▸ **SUPPLIED MATERIAL**:

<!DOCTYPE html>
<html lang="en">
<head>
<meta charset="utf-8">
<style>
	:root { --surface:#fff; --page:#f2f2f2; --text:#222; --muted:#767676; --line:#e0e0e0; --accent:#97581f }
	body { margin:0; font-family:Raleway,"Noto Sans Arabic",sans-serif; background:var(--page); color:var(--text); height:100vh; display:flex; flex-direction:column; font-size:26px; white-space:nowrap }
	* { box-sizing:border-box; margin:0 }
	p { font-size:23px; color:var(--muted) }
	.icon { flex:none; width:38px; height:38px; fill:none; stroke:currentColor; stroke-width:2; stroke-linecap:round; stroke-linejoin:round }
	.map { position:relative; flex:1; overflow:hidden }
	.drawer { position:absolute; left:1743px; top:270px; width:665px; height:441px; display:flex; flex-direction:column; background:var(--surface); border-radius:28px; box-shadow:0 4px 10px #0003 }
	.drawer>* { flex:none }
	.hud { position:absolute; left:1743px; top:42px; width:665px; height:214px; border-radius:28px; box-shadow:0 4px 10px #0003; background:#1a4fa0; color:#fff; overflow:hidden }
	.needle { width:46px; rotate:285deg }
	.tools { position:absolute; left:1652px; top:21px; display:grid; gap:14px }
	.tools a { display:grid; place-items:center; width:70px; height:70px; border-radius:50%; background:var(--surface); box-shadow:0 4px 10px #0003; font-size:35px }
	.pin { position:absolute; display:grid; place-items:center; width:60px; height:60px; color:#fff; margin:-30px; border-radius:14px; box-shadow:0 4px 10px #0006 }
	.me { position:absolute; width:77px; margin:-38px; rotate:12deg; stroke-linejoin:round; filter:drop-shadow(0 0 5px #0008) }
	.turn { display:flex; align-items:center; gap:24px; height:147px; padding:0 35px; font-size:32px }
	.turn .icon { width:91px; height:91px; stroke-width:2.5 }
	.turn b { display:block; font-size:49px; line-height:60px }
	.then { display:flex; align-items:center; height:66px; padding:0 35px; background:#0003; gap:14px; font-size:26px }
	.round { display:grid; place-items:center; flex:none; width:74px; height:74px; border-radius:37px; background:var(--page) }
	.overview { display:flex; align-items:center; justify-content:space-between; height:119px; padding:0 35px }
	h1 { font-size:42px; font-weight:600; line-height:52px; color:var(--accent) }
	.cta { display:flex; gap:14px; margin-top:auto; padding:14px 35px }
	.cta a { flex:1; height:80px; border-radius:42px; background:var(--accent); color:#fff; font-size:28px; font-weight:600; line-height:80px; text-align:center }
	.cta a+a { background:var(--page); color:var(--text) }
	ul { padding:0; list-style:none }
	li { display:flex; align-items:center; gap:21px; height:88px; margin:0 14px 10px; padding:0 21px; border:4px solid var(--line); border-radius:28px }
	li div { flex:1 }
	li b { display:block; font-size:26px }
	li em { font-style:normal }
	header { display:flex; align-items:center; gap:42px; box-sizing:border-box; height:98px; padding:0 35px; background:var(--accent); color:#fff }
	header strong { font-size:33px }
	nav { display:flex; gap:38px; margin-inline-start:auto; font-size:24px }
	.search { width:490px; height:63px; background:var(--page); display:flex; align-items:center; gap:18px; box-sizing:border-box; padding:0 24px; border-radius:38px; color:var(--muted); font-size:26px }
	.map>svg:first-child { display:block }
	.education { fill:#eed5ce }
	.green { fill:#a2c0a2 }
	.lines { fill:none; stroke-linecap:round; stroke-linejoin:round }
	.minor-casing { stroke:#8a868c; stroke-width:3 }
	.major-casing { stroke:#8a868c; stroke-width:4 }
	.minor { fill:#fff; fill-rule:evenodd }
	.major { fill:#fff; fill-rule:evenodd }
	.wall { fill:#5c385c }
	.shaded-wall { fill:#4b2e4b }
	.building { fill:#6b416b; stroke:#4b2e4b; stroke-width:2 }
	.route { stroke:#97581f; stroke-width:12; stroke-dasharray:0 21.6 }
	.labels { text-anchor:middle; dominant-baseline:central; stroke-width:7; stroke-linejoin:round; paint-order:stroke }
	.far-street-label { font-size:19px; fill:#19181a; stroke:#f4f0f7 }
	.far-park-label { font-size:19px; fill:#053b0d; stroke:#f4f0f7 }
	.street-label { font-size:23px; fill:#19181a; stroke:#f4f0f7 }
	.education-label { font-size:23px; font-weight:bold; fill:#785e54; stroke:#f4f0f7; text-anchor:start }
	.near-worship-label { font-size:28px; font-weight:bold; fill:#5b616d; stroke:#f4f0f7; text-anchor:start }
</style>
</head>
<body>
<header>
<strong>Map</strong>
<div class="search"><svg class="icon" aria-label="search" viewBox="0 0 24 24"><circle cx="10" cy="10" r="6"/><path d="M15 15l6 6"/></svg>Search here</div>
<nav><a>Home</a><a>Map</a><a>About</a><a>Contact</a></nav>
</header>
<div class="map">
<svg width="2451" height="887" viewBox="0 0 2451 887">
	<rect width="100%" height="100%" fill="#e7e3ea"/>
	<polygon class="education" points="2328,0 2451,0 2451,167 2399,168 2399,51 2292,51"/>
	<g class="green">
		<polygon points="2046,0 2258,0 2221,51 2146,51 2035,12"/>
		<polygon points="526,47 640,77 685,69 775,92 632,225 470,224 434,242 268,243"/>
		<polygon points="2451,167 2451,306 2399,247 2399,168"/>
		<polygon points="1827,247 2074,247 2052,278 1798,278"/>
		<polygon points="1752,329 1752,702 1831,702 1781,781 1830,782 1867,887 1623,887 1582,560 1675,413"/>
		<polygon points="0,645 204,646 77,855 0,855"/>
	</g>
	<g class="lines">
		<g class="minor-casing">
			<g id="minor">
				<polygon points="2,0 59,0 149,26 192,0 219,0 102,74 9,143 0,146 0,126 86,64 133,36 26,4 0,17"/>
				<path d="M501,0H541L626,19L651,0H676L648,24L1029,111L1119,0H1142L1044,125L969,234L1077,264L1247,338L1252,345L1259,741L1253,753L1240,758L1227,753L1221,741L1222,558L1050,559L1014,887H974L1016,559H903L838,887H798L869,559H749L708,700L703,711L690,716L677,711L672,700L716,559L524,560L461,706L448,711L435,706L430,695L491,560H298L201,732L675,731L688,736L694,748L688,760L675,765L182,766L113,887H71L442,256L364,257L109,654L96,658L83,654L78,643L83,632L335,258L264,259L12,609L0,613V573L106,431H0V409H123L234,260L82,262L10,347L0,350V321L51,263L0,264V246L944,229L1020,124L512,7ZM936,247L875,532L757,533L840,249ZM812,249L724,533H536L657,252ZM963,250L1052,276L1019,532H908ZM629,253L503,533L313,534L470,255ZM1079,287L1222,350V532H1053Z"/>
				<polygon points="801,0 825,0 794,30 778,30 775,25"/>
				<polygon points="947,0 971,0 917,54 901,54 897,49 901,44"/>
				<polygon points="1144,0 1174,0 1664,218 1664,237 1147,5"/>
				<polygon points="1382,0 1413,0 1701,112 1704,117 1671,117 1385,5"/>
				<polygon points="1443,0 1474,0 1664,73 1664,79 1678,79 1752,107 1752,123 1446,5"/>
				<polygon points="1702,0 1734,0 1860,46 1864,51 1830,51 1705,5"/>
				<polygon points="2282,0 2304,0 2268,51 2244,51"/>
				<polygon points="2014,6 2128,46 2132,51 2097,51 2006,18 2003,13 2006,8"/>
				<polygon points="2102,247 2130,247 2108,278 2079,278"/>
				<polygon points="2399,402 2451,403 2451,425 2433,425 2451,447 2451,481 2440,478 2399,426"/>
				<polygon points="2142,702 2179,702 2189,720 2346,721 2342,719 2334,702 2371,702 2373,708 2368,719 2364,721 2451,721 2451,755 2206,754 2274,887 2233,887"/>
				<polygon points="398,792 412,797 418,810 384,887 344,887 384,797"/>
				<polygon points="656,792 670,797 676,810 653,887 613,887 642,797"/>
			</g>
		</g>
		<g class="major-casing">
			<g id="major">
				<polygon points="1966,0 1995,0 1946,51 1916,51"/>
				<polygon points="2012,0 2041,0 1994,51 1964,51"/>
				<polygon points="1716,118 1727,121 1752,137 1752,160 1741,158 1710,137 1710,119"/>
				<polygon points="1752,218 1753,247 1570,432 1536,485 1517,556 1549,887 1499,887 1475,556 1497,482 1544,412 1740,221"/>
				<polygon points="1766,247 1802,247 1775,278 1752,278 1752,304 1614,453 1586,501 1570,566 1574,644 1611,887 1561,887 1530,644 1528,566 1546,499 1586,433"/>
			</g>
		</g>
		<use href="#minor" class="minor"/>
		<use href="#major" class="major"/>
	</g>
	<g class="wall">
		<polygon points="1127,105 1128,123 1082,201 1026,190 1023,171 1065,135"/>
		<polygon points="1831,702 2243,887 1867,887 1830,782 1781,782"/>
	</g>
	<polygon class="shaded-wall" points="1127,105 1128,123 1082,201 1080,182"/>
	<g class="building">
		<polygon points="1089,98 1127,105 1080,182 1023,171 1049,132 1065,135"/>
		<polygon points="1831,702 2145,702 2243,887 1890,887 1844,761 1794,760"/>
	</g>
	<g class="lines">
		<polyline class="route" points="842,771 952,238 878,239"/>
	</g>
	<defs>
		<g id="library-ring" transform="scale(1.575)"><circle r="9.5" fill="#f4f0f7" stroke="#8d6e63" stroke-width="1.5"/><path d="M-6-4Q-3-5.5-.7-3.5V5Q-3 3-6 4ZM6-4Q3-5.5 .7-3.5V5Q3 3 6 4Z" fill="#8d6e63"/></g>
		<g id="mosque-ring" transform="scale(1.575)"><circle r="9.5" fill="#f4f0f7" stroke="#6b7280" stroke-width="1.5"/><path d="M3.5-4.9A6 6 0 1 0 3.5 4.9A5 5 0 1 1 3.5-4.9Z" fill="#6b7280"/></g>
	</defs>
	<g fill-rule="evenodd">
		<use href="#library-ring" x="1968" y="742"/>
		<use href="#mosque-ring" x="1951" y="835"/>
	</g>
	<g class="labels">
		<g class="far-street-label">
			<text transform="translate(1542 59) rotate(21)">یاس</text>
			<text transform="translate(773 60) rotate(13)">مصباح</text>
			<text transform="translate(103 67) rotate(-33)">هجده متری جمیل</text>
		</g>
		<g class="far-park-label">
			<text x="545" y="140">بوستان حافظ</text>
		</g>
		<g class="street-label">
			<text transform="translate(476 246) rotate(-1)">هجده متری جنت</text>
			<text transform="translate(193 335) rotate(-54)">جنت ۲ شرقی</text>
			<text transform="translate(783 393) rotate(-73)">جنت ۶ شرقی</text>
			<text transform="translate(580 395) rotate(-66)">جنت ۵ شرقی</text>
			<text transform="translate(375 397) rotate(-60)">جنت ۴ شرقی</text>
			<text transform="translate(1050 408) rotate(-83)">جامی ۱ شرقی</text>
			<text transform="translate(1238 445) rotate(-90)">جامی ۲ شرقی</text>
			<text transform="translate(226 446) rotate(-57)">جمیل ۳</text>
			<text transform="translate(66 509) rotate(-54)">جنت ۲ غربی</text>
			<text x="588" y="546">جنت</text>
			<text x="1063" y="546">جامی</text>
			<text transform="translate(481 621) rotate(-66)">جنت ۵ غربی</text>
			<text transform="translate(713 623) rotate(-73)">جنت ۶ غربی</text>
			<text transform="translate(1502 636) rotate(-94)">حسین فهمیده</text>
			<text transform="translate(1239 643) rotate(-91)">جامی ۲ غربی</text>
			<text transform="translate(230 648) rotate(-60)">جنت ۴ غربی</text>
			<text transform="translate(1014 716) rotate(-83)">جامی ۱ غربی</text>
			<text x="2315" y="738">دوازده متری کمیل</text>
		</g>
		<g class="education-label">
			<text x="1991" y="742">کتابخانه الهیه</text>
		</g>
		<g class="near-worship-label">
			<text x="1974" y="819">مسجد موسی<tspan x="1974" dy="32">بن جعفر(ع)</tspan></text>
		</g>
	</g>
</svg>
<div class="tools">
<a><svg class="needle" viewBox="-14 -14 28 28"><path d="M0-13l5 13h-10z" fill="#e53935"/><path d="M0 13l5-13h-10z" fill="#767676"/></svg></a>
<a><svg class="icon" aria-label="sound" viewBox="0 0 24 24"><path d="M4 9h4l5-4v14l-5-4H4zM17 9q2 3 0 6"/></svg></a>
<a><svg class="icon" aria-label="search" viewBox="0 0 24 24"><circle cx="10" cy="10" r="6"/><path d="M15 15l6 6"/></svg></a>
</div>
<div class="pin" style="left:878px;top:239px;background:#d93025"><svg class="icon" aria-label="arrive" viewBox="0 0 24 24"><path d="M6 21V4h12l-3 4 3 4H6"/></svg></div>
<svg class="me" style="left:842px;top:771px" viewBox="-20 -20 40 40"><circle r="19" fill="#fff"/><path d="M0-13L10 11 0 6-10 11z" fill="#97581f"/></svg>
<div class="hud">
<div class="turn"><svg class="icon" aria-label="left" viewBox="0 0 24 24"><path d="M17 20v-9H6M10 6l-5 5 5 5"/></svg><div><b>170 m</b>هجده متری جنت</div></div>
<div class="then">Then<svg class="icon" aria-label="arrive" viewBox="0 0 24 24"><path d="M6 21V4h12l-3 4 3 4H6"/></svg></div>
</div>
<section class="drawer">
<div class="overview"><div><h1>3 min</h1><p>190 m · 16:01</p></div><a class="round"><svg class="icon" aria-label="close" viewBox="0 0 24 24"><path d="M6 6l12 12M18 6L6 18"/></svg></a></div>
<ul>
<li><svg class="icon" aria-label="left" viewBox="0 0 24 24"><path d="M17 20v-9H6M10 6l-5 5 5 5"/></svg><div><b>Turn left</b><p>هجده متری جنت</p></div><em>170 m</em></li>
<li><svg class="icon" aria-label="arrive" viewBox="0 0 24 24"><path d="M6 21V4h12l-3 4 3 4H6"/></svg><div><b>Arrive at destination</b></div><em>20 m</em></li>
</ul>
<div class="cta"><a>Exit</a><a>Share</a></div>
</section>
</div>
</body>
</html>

▸ **PROBLEM**:
Say how many lines of the preceding data include the word "weight". The number is the whole answer.

▸ **EXERCISE ANSWER**:
4